Task objective
Each line of the records that follow must come back exactly, with pictures skipped.

---------- Listed entries ----------

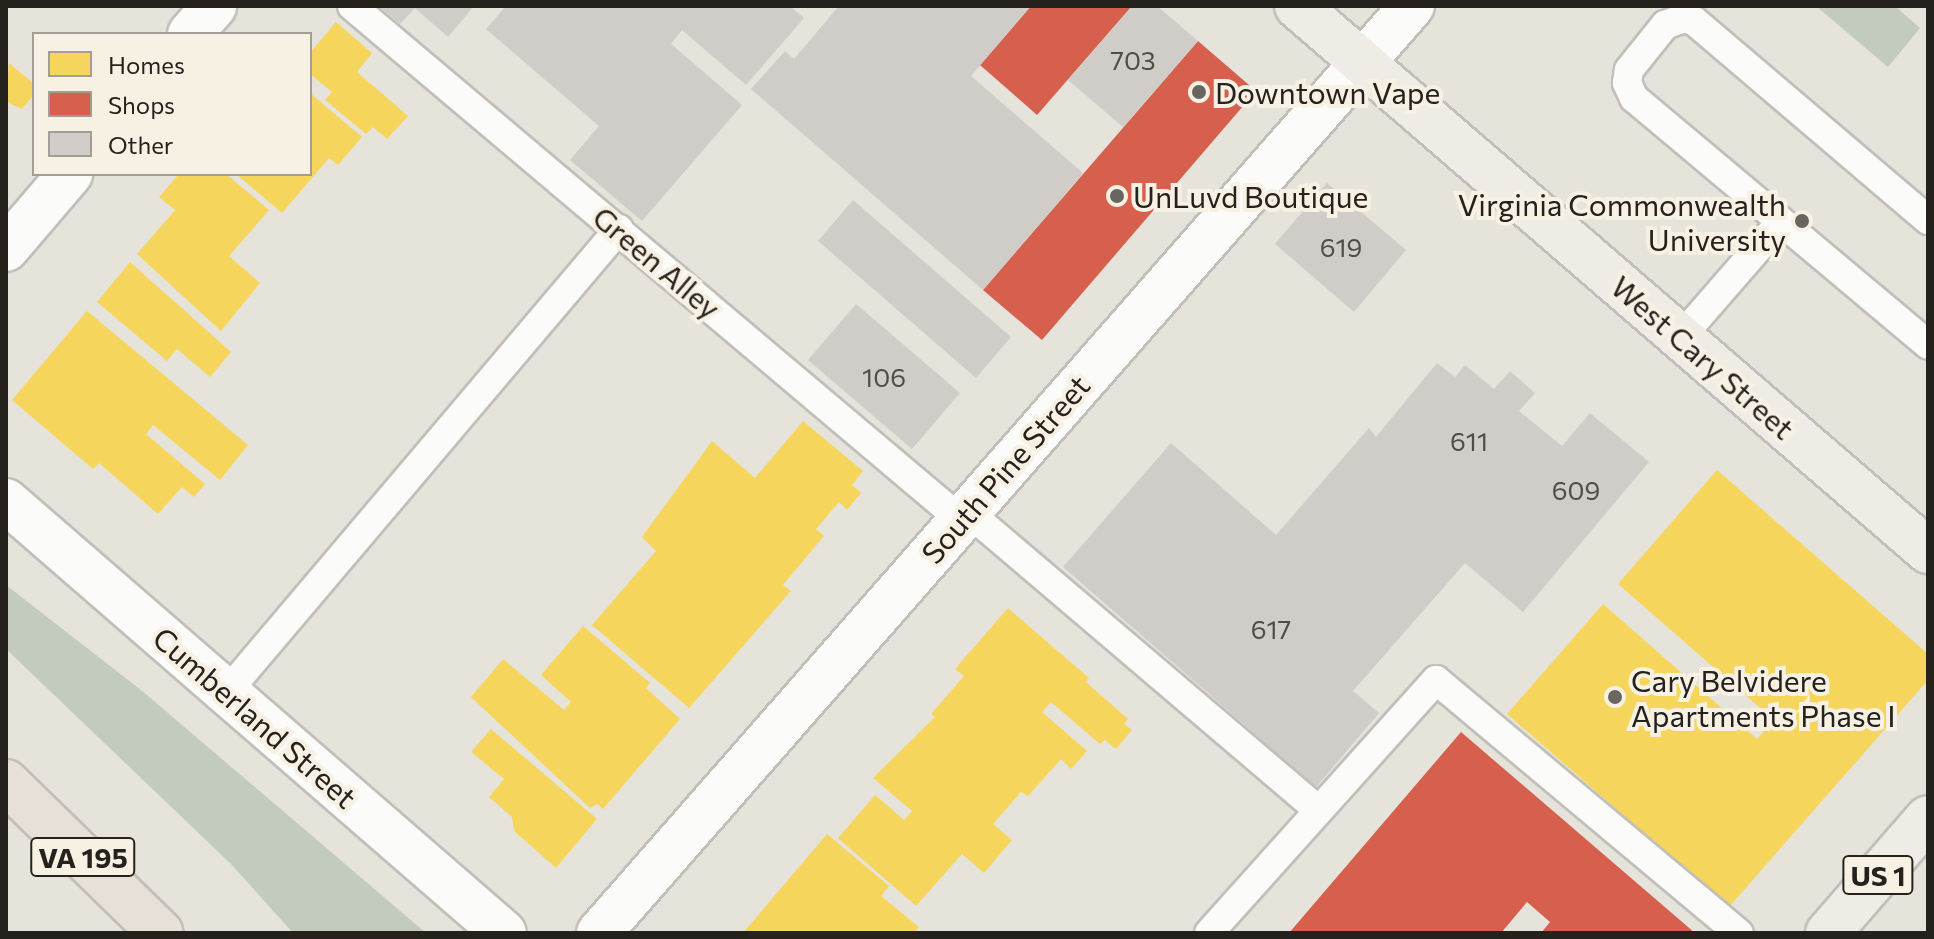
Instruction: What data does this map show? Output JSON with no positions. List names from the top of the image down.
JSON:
{
  "streets": {
    "highway": ["VA 195"],
    "main road": ["West Cary Street", "US 1"],
    "street": ["South Pine Street", "Cumberland Street"],
    "lane": ["Green Alley"]
  },
  "crossings": [
    ["Green Alley", "South Pine Street"],
    ["West Cary Street", "South Pine Street"]
  ],
  "places": [
    "Downtown Vape",
    "UnLuvd Boutique",
    "Virginia Commonwealth University",
    "Cary Belvidere Apartments Phase I"
  ],
  "house_numbers": [
    "703",
    "619",
    "106",
    "611",
    "609",
    "617"
  ],
  "legend": ["Homes", "Shops", "Other"]
}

----------

Completed exercise
Instruction: What data does this map show? Output JSON with no positions. List names from the top of the image down.
JSON:
{
  "streets": {
    "highway": ["VA 195"],
    "main road": ["West Cary Street", "US 1"],
    "street": ["South Pine Street", "Cumberland Street"],
    "lane": ["Green Alley"]
  },
  "crossings": [
    ["Green Alley", "South Pine Street"],
    ["West Cary Street", "South Pine Street"]
  ],
  "places": [
    "Downtown Vape",
    "UnLuvd Boutique",
    "Virginia Commonwealth University",
    "Cary Belvidere Apartments Phase I"
  ],
  "house_numbers": [
    "703",
    "619",
    "106",
    "611",
    "609",
    "617"
  ],
  "legend": ["Homes", "Shops", "Other"]
}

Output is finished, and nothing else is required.